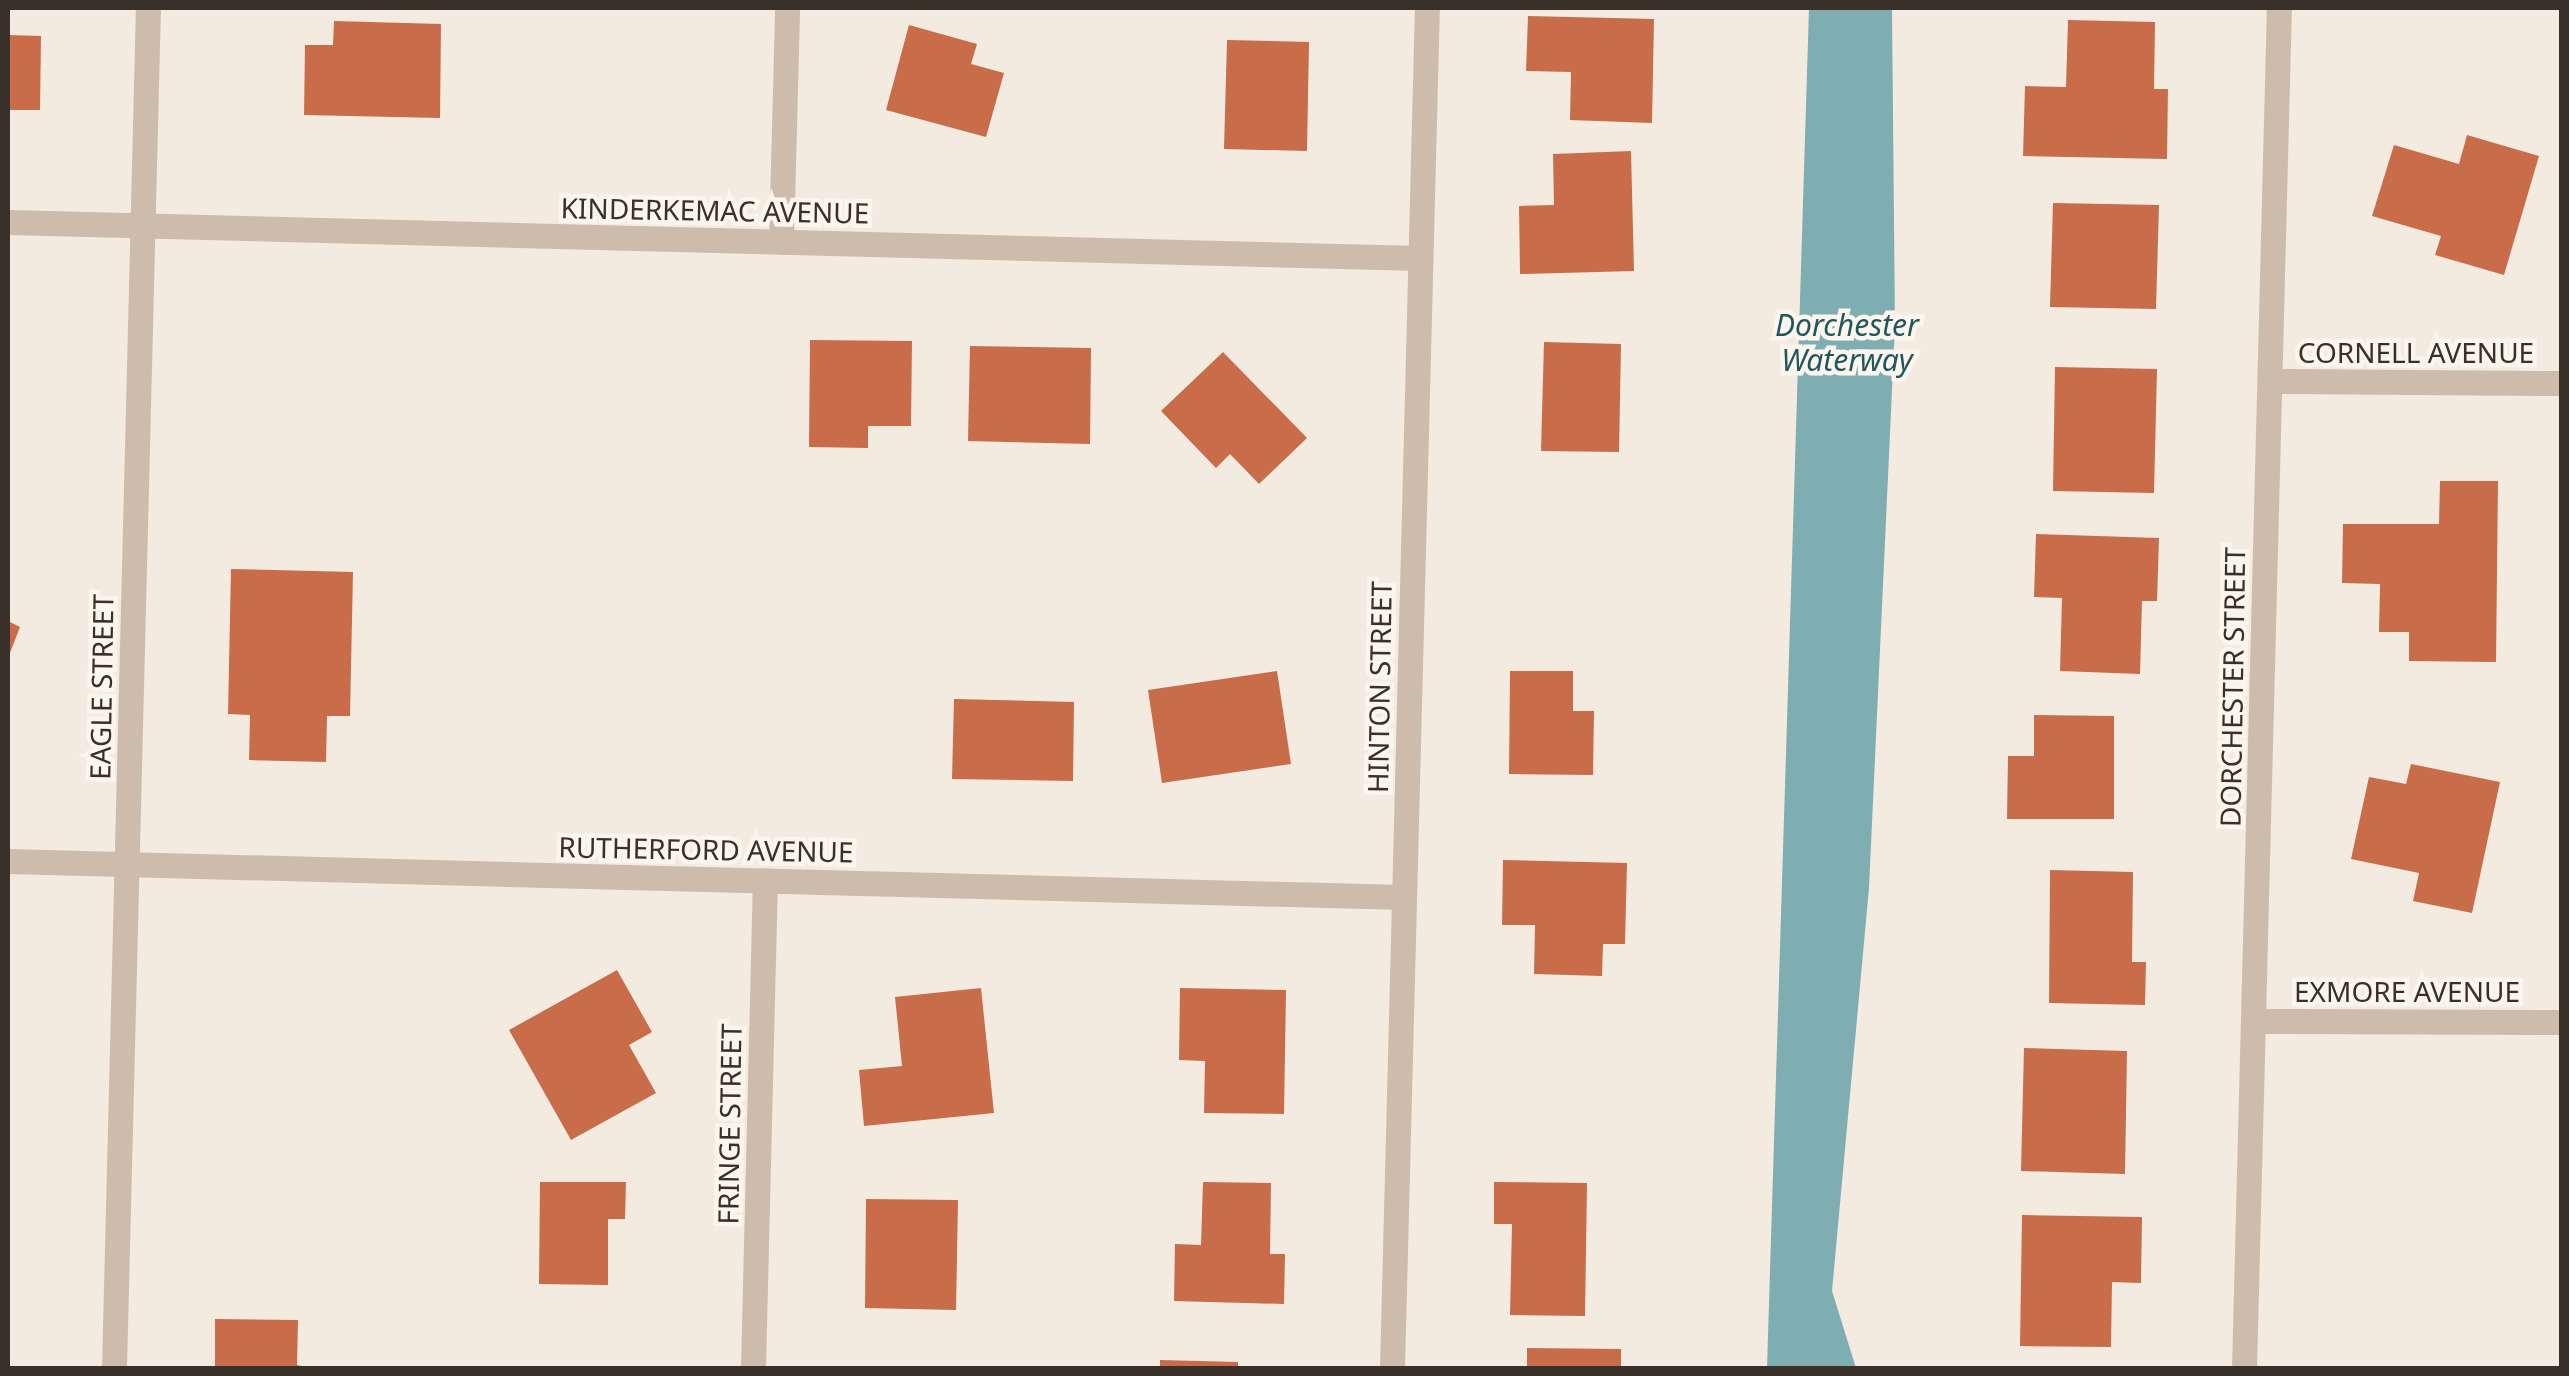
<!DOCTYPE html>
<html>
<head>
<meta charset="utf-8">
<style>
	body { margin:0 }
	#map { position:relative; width:2569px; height:1376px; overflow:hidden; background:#f4ebe0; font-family:"Noto Sans",sans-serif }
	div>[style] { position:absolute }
	.water>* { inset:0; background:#7eaeb2 }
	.building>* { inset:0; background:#c86c4a }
	.street>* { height:25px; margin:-12.5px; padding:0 12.5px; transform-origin:12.5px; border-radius:12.5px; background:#cdbbab }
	span { translate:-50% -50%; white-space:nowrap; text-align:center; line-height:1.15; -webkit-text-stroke:9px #fbf5ed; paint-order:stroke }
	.street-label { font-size:28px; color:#3a302a }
	.water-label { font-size:30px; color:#1f575d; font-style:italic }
	.frame { position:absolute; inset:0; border:10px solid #3a302a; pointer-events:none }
</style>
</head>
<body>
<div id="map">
	<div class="water">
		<i style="clip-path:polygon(1809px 8px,1892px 8px,1895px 325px,1869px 888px,1832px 1291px,1856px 1368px,1767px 1368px)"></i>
	</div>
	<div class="building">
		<i style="clip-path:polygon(1528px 16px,1654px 19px,1652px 123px,1570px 120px,1571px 72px,1526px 71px)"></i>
		<i style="clip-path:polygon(2068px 20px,2155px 22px,2154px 89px,2168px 89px,2167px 159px,2023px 156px,2025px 86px,2066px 87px)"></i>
		<i style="clip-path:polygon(334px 21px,441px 24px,440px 118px,304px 115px,305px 45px,333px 45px)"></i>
		<i style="clip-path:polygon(909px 25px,977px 44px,971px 64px,1004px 73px,986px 137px,886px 110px)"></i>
		<i style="clip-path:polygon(8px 35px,41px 36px,40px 110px,8px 110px)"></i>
		<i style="clip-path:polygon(1227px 40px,1309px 42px,1307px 151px,1224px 149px)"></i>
		<i style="clip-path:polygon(2467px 135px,2539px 156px,2504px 275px,2435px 255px,2441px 236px,2372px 216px,2394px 145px,2459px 164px)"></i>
		<i style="clip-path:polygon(1631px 151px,1634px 271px,1520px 274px,1519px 206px,1554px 205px,1553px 154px)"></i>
		<i style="clip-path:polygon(2053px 203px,2159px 205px,2156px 309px,2050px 307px)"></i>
		<i style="clip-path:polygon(810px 340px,912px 341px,911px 426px,868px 426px,868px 448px,809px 447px)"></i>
		<i style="clip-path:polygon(1544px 342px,1621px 344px,1619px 452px,1541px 451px)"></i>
		<i style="clip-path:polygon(970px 346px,1091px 348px,1090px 444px,968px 441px)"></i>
		<i style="clip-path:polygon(1223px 352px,1307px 438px,1259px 484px,1230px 454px,1216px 468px,1161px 411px)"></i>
		<i style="clip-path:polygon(2055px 367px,2157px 369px,2154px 493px,2053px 491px)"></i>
		<i style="clip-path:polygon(2440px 481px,2498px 481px,2496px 662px,2409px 661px,2409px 632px,2379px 632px,2380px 584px,2342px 583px,2343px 524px,2439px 524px)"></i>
		<i style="clip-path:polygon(2036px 534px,2159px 538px,2157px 601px,2142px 601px,2140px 674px,2060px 671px,2062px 598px,2034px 597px)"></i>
		<i style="clip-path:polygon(231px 569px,353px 572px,350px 716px,327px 716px,326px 762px,249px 760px,250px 715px,228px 714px)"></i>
		<i style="clip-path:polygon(8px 621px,20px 627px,8px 658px)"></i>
		<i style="clip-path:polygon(1277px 671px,1291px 764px,1162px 783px,1148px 690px)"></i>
		<i style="clip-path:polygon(1510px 671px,1573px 671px,1573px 711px,1594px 711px,1593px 775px,1509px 774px)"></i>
		<i style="clip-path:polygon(954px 699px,1074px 702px,1073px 781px,952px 779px)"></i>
		<i style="clip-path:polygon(2034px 715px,2114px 716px,2114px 819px,2007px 819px,2008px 756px,2034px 756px)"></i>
		<i style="clip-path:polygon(2411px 764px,2500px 782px,2472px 913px,2413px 901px,2419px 873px,2351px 859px,2369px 777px,2406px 784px)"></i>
		<i style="clip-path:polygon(1503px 860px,1627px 863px,1625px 944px,1603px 944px,1602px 976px,1534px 974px,1535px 925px,1502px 925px)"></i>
		<i style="clip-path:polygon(2050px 870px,2133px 872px,2132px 962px,2146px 962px,2145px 1005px,2049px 1003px)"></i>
		<i style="clip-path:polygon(617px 970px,652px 1032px,629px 1045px,656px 1093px,571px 1140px,509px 1030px)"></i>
		<i style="clip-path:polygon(981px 988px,994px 1113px,864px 1126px,859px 1070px,902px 1066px,895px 997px)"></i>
		<i style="clip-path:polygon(1180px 988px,1286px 990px,1284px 1114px,1204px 1113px,1205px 1061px,1179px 1060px)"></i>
		<i style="clip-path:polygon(2024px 1048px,2127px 1051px,2125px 1174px,2021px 1171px)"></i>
		<i style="clip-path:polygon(540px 1182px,626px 1182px,625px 1219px,608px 1219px,608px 1285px,539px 1284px)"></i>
		<i style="clip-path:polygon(1203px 1182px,1271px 1183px,1270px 1254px,1285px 1254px,1284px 1304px,1174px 1301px,1175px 1244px,1201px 1245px)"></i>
		<i style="clip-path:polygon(1494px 1182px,1587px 1183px,1585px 1316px,1510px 1315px,1512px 1224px,1494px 1224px)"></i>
		<i style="clip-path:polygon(866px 1199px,958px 1200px,956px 1310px,865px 1308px)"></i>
		<i style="clip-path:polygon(2022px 1215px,2142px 1217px,2141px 1283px,2112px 1282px,2111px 1347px,2020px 1346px)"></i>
		<i style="clip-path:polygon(215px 1319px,298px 1320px,297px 1365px,310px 1368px,215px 1368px)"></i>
		<i style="clip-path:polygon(1527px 1348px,1621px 1349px,1621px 1368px,1527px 1368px)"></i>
		<i style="clip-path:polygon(1160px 1360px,1238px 1362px,1238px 1368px,1160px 1368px)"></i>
	</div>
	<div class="street">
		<i style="left:8px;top:222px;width:1412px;rotate:1.46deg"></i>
		<i style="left:781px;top:242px;width:234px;rotate:-88.5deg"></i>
		<i style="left:2270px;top:381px;width:292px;rotate:0.4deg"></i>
		<i style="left:8px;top:861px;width:1396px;rotate:1.48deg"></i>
		<i style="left:2253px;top:1021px;width:309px;rotate:0.2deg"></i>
		<i style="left:114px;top:1368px;width:1360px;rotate:-88.57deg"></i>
		<i style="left:753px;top:1368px;width:488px;rotate:-88.6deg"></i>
		<i style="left:1392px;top:1368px;width:1360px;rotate:-88.53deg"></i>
		<i style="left:2244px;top:1368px;width:1360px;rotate:-88.53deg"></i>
	</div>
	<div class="street-label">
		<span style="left:715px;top:210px;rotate:1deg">KINDERKEMAC AVENUE</span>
		<span style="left:2416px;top:352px">CORNELL AVENUE</span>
		<span style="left:101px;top:687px;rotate:-89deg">EAGLE STREET</span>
		<span style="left:1379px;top:687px;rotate:-89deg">HINTON STREET</span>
		<span style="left:2232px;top:687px;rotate:-89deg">DORCHESTER STREET</span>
		<span style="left:706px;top:849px;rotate:1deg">RUTHERFORD AVENUE</span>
		<span style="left:2407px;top:991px">EXMORE AVENUE</span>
		<span style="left:729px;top:1124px;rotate:-89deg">FRINGE STREET</span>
	</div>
	<div class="water-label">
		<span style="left:1847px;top:342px">Dorchester<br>Waterway</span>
	</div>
	<div class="frame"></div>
</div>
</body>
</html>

..............................

▶ _What is needed_:
Nothing but an exact copy is asked for: the lines from the start of the records through the line with "translate:-50% -50%; white-space:nowrap;", both ends included, minus any pictures.

▶ _Answer for this exercise_:
<!DOCTYPE html>
<html>
<head>
<meta charset="utf-8">
<style>
	body { margin:0 }
	#map { position:relative; width:2569px; height:1376px; overflow:hidden; background:#f4ebe0; font-family:"Noto Sans",sans-serif }
	div>[style] { position:absolute }
	.water>* { inset:0; background:#7eaeb2 }
	.building>* { inset:0; background:#c86c4a }
	.street>* { height:25px; margin:-12.5px; padding:0 12.5px; transform-origin:12.5px; border-radius:12.5px; background:#cdbbab }
	span { translate:-50% -50%; white-space:nowrap; text-align:center; line-height:1.15; -webkit-text-stroke:9px #fbf5ed; paint-order:stroke }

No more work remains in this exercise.